* Exercise *
Your answer is to be the count alone: the number of lines in the data below where "markers" appears.

* Exercise input *
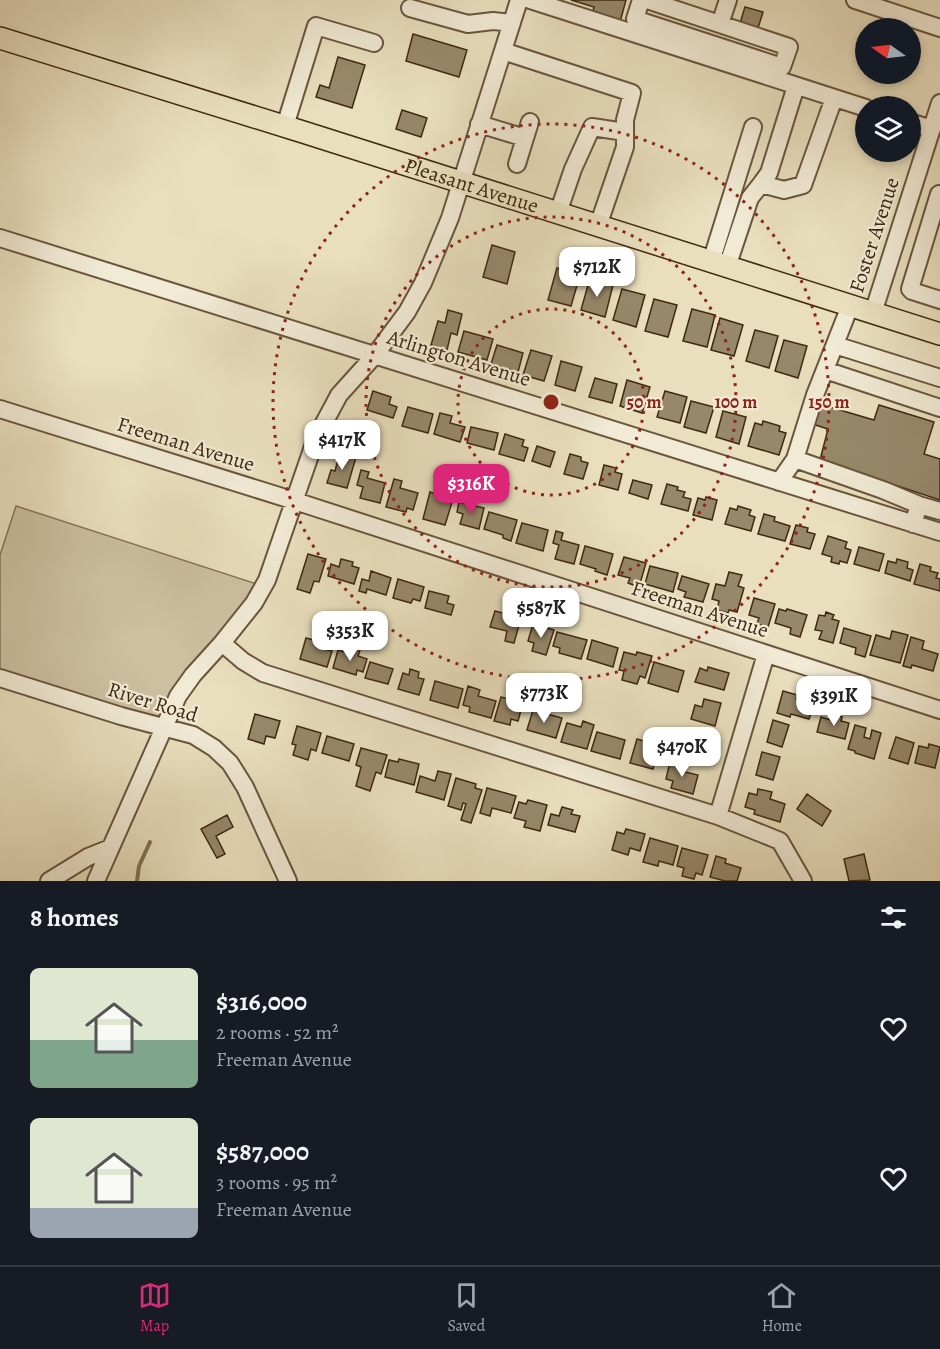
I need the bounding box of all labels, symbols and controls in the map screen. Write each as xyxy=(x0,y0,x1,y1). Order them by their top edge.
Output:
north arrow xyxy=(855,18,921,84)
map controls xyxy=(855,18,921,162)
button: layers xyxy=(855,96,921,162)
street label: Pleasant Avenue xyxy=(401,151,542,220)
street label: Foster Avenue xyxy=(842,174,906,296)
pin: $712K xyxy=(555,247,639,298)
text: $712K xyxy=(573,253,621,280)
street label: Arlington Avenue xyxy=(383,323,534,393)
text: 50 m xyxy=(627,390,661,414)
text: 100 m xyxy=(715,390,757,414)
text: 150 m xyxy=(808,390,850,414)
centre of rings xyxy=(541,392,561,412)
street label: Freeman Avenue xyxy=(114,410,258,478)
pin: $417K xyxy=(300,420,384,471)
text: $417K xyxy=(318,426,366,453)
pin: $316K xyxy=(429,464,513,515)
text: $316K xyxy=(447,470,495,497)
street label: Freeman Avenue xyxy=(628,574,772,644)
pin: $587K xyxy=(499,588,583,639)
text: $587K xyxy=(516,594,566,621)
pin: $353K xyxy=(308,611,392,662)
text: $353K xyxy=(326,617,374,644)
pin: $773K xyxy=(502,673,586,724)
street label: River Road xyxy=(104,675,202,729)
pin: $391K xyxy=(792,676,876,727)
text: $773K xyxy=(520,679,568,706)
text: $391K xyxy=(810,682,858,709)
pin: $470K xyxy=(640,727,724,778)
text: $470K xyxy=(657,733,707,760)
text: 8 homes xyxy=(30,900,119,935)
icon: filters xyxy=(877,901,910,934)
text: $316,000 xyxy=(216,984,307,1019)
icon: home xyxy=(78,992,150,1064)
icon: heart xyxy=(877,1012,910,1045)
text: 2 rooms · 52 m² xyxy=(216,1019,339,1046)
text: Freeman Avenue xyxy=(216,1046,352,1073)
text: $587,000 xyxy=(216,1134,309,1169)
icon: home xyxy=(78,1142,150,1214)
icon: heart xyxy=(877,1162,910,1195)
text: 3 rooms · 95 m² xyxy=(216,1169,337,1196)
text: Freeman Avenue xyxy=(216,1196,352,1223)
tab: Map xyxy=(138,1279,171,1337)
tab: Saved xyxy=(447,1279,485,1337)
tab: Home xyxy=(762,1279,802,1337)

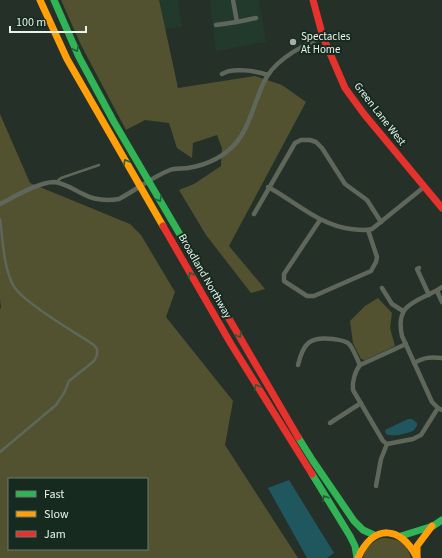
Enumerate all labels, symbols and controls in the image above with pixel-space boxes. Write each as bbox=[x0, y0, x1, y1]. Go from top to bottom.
...
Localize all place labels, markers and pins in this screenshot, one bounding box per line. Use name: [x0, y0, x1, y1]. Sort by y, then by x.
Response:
---
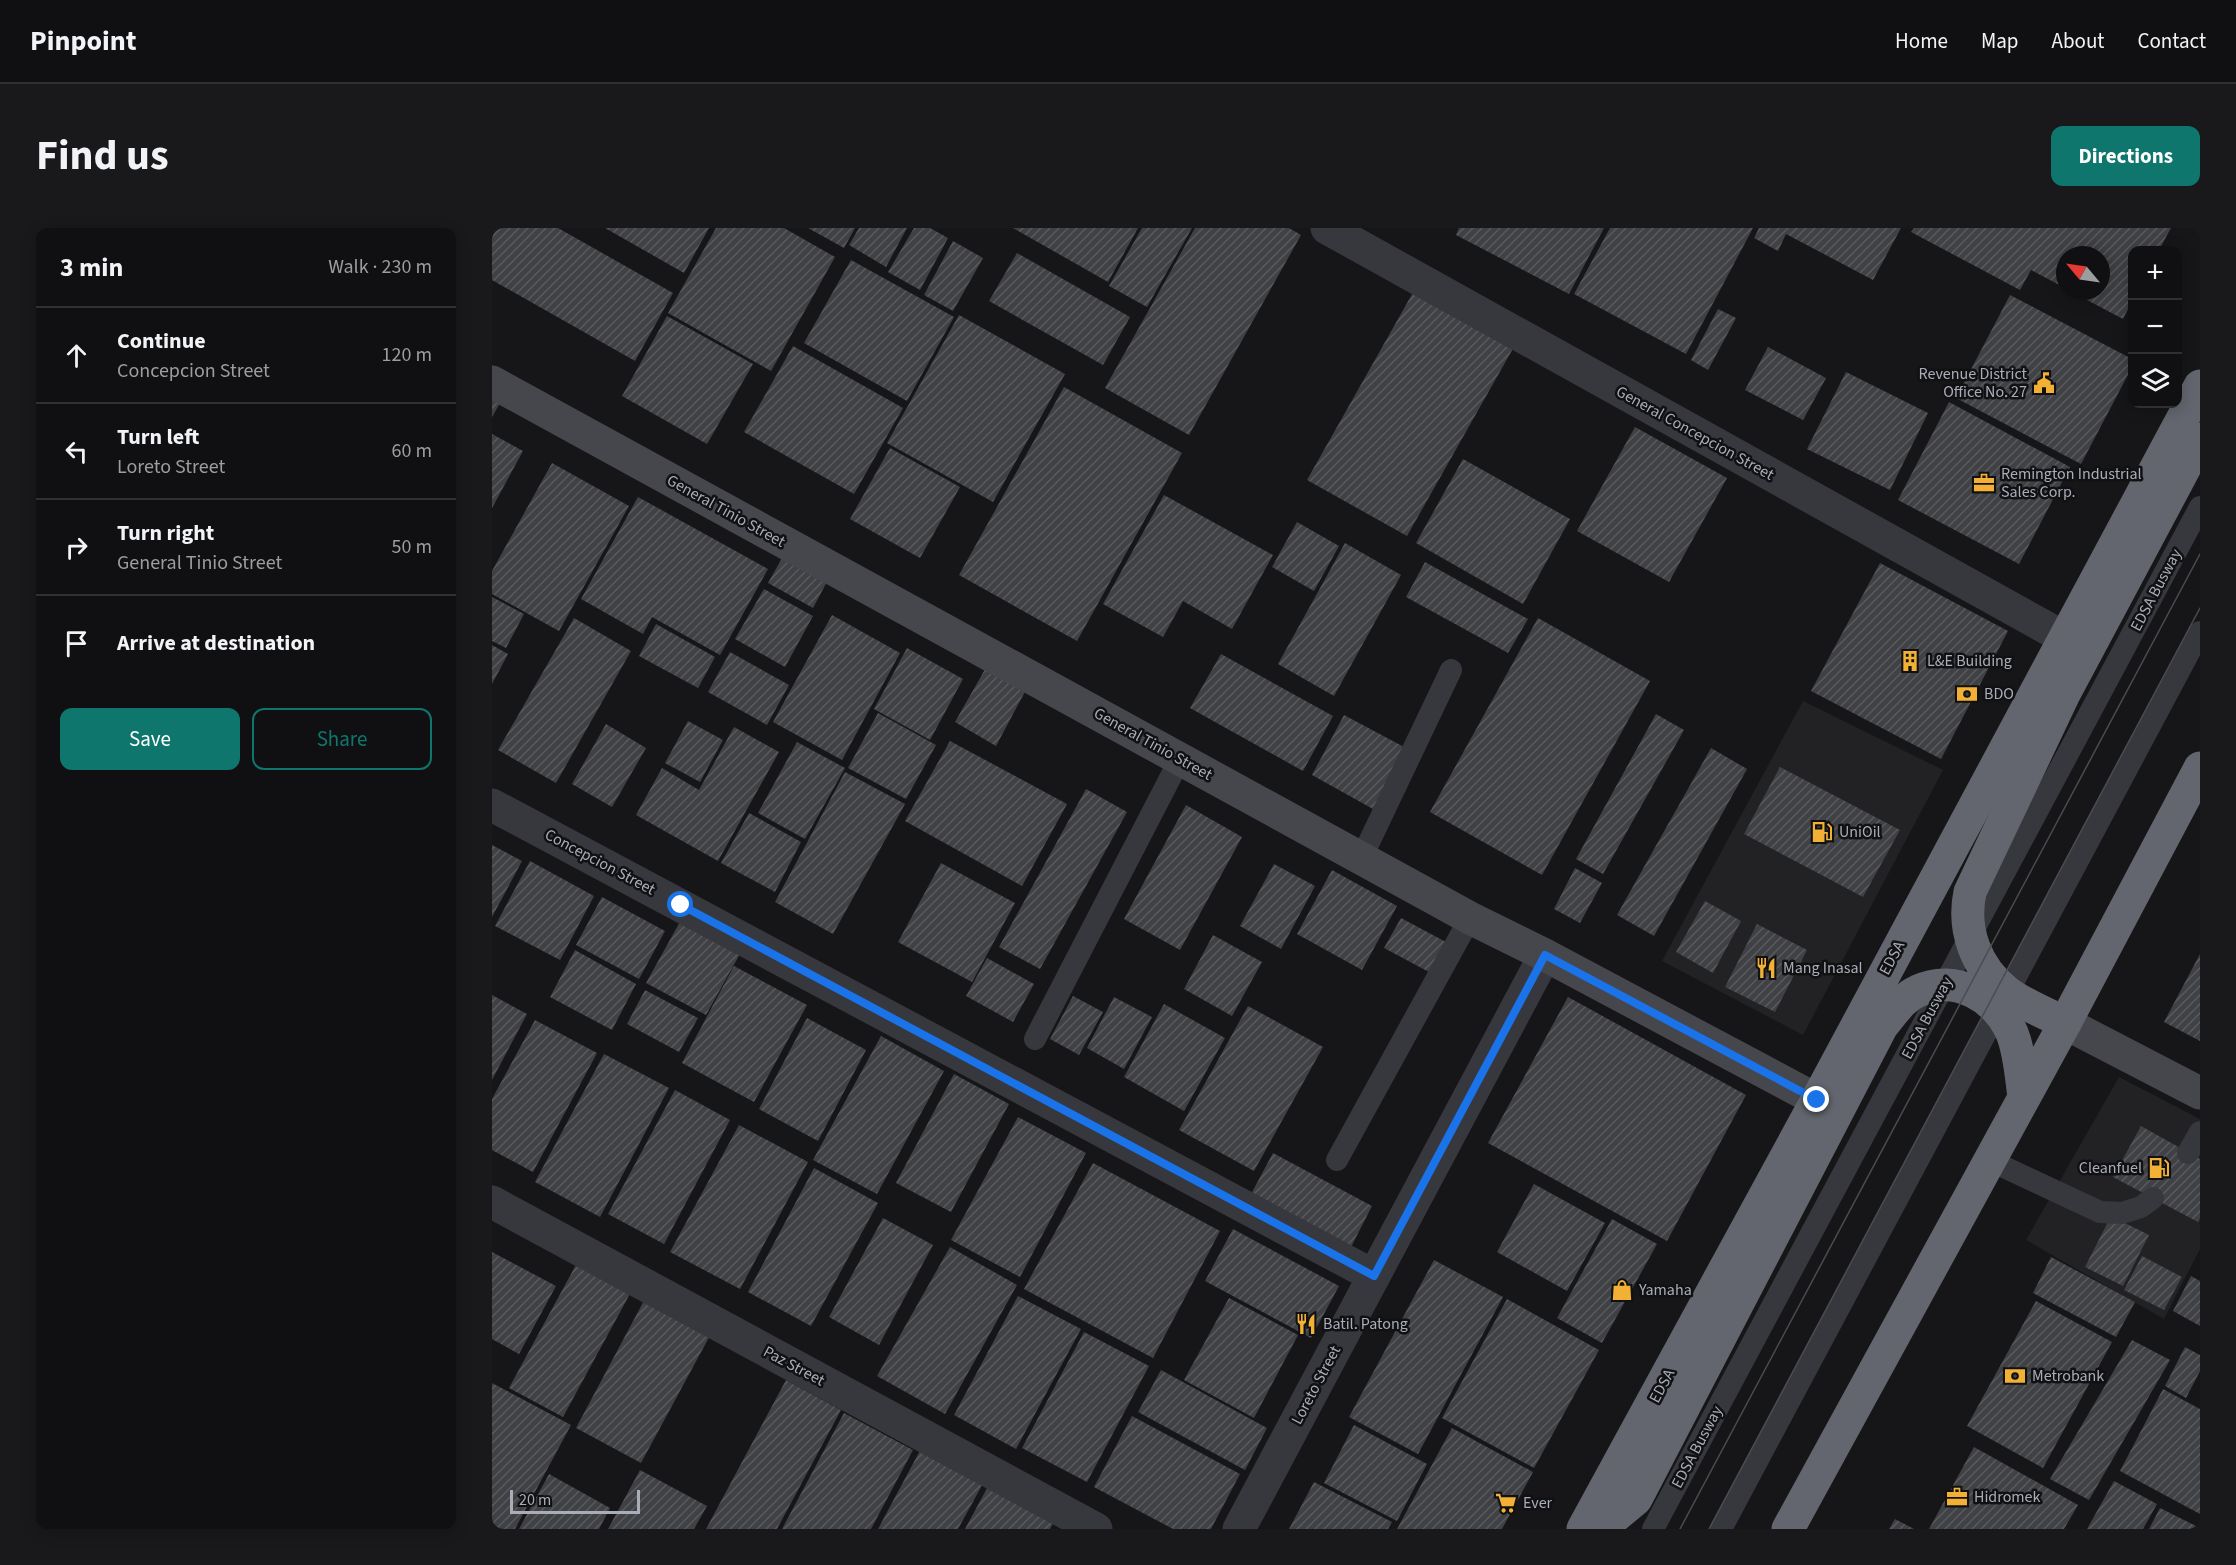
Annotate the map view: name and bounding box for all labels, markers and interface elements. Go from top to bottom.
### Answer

* Task answer *
2